Spark Submit command - spark-submit --deploy-mode client --master yarn --executor-memory 6g --executor-cores 1 --driver-memory 4g --conf spark.driver.maxResultSize=2g --conf spark.executor.id=driver --conf spark.executor.instances=300 --conf spark.kryoserializer.buffer.max=512m --conf spark.shuffle.service.enabled=true --conf spark.sql.hive.convertMetastoreParquet=false --conf spark.task.cpus=1 --conf spark.yarn.driver.memoryOverhead=1024 --conf spark.yarn.executor.memoryOverhead=3072 --conf spark.yarn.max.executor.failures=100 --jars /usr/lib/hudi/hudi-spark-bundle.jar,/usr/lib/spark/external/lib/spark-avro.jar --packages org.apache.spark:spark-sql-kafka-0-10_2.11:2.4.4 --py-files s3://spark-test/hudi_job.py Attaching screen shot for the job details. hudi-job

countByKey at HoodieBloomIndex.java countbykey-hoodiebloomindx countbykeyhoodiebloomindextask

countByKey at WorkloadProfile.java workloadprofiletask

count at HoodieSparkSqlWriter.scala sparksqlwritertask

Please suggest how I can tune this.

Thanks Raghvendra

vinothchandar commented 4 years ago

Is there a reason why you are setting the shuffle parallelism to 5? When it seems like you have more executors?

We can go step by step . Happy to work with you thru the tuning process.

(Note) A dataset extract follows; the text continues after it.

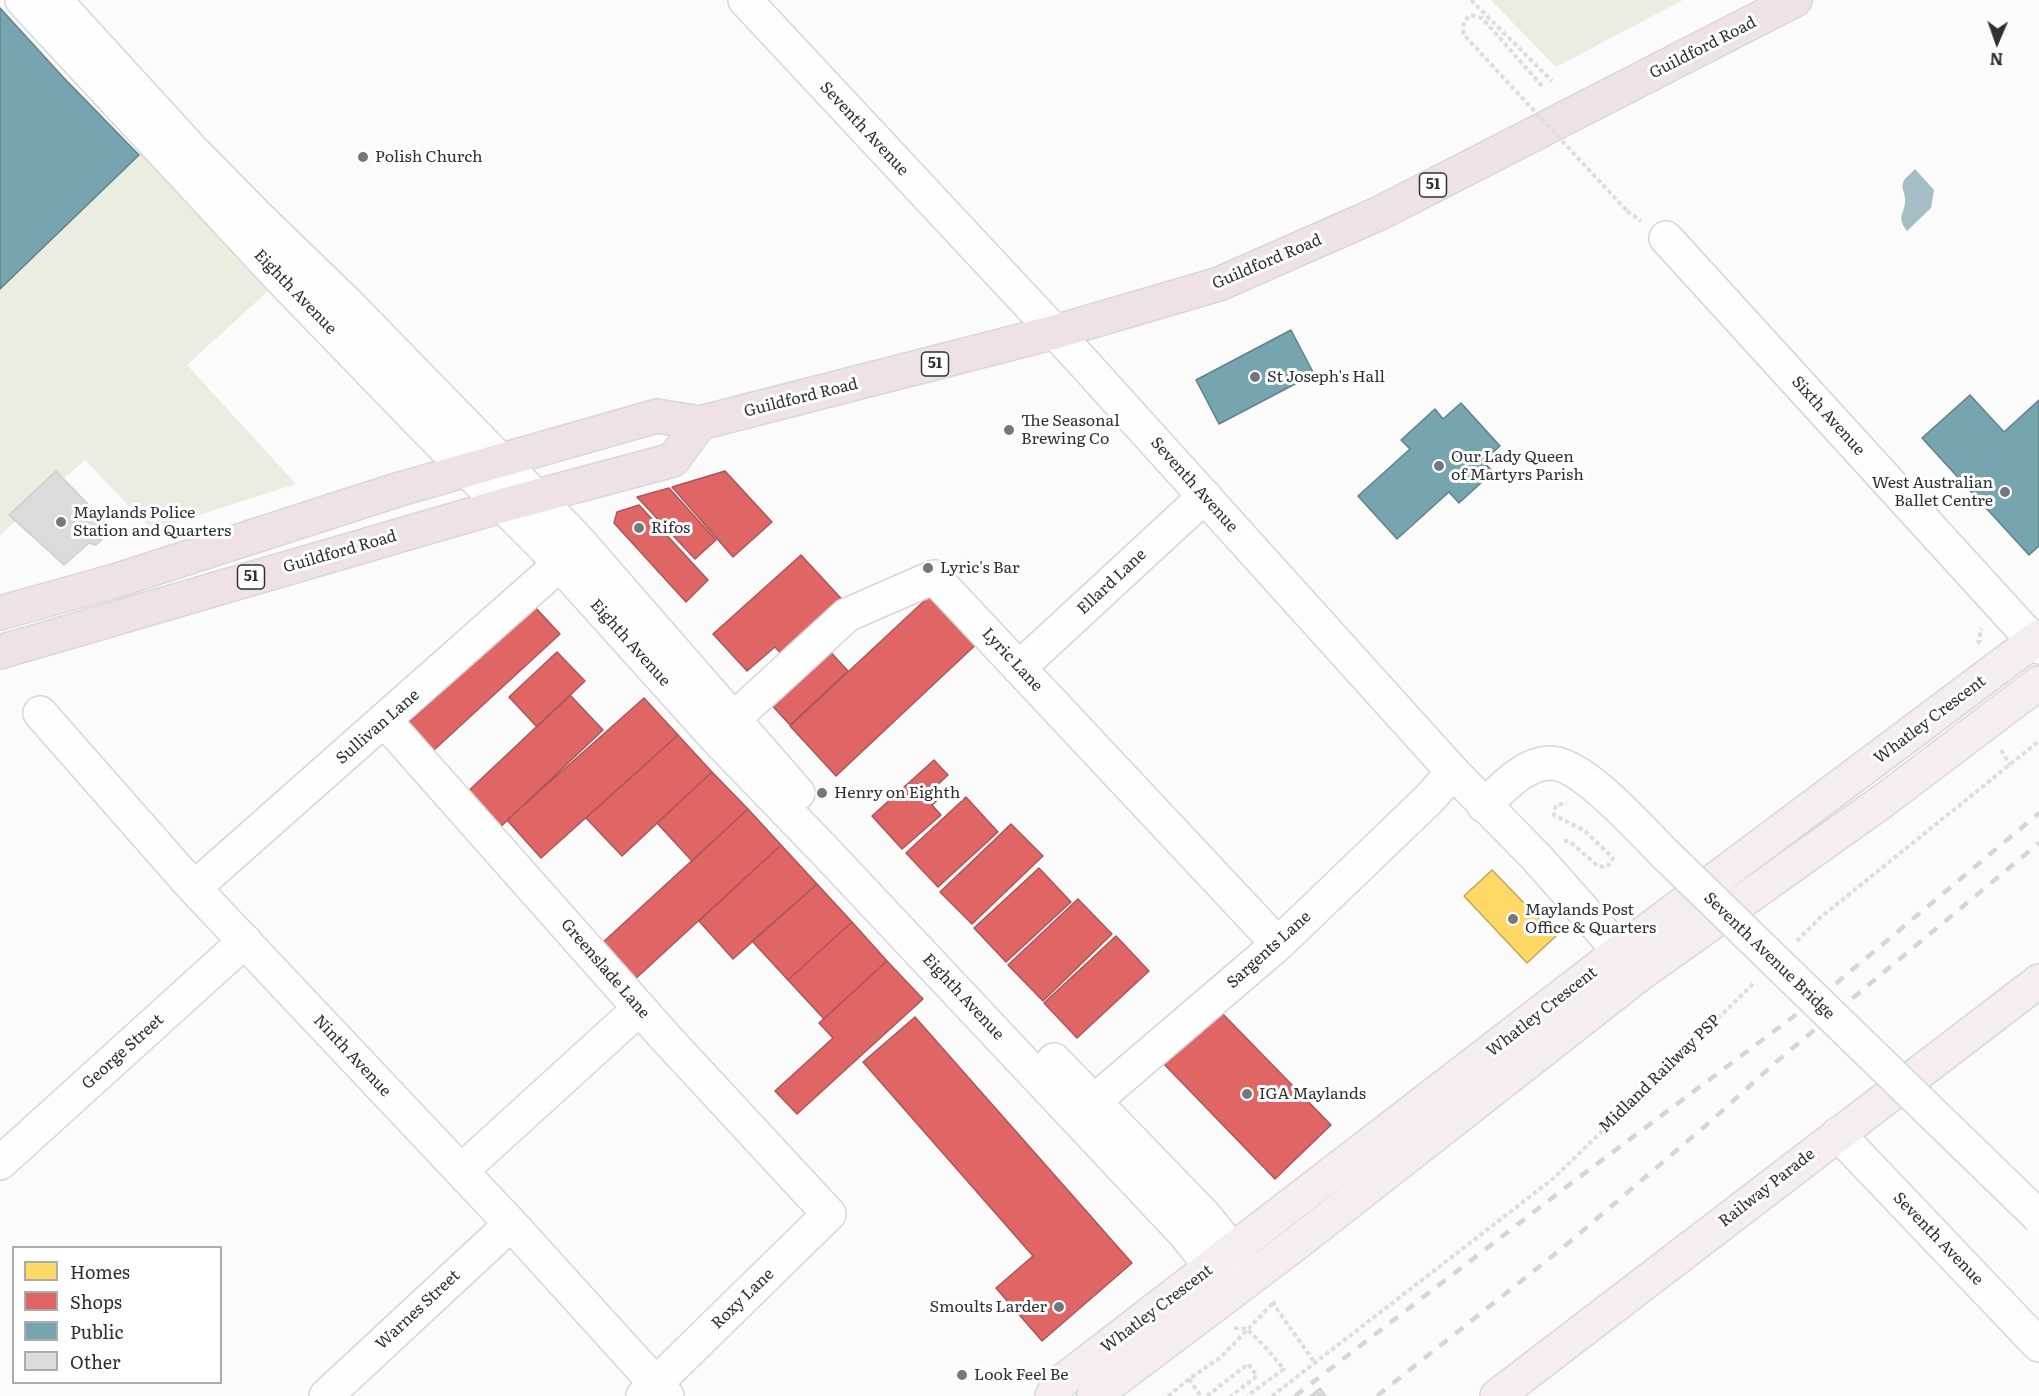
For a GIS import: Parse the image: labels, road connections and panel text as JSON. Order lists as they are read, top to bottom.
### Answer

Can you please summarize your workload - records per partition, upsets vs insert ratio, ordered vs random keys.

Below are some useful resources

https://cwiki.apache.org/confluence/display/HUDI/Tuning+Guide https://cwiki.apache.org/confluence/display/HUDI/FAQ https://cwiki.apache.org/confluence/display/HUDI/FAQ#FAQ-HowdoImodelthedatastoredinHudi

Raghvendradubey commented 4 years ago

Hello Vinoth,

I was just playing with different combination of shuffle parallelism, I am able to reduce countByKey at WorkloadProfile.java through shuffle parallelism by setting upto 20 or so but there is no impact on countByKey at HoodieBloomIndex.java and count at HoodieSparkSqlWriter.scala Data Stats are as followed - 1 - more than 500 keys/record 2 - 7k to 10k records/ partition 3 - upsets vs insert ratio around 70:30 but this can vary in most cases, it's not fixed
4 - Keys are not ordered/partition, I have oredered the keys while inserting into Hudi Dataset thorugh spark structured streaming.

vinothchandar commented 4 years ago

Beyond the initial shuffle, hudi will auto tune everything so I am not surprised.

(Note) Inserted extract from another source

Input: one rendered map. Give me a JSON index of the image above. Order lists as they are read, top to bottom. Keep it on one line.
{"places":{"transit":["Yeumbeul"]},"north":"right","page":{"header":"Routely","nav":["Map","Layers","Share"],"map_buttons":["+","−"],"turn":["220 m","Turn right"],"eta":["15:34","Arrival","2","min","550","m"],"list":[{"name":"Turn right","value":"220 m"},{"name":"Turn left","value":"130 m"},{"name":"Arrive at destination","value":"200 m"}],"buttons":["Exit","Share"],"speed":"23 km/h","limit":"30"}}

On countByKey at HoodieBloomindex, what’s the line number?

count at HoodieSparkSqlWriter, is actual writing of data. We send 100K records to the same insert partition to write larger file sizes. Can you see if there’s a skew in that stage? It’s tunable

Raghvendradubey commented 4 years ago

On job countByKey at HoodieBloomindex, stage mapToPair at HoodieWriteCLient.java:977 is taking longer time more than a minute, and stage countByKey at HoodieBloomindex is executed within seconds. yes there is skew in count at HoodieSparkSqlWriter, all partitions are getting 200 to 500KB data and one partition is getting 100mb+ data.

vinothchandar commented 4 years ago

Does that one partition seem to be inserts? Hudi reduces insert parallelism to ensure larger file sizes.. see http://hudi.apache.org/docs/configurations.html#insertSplitSize May be try lowering this?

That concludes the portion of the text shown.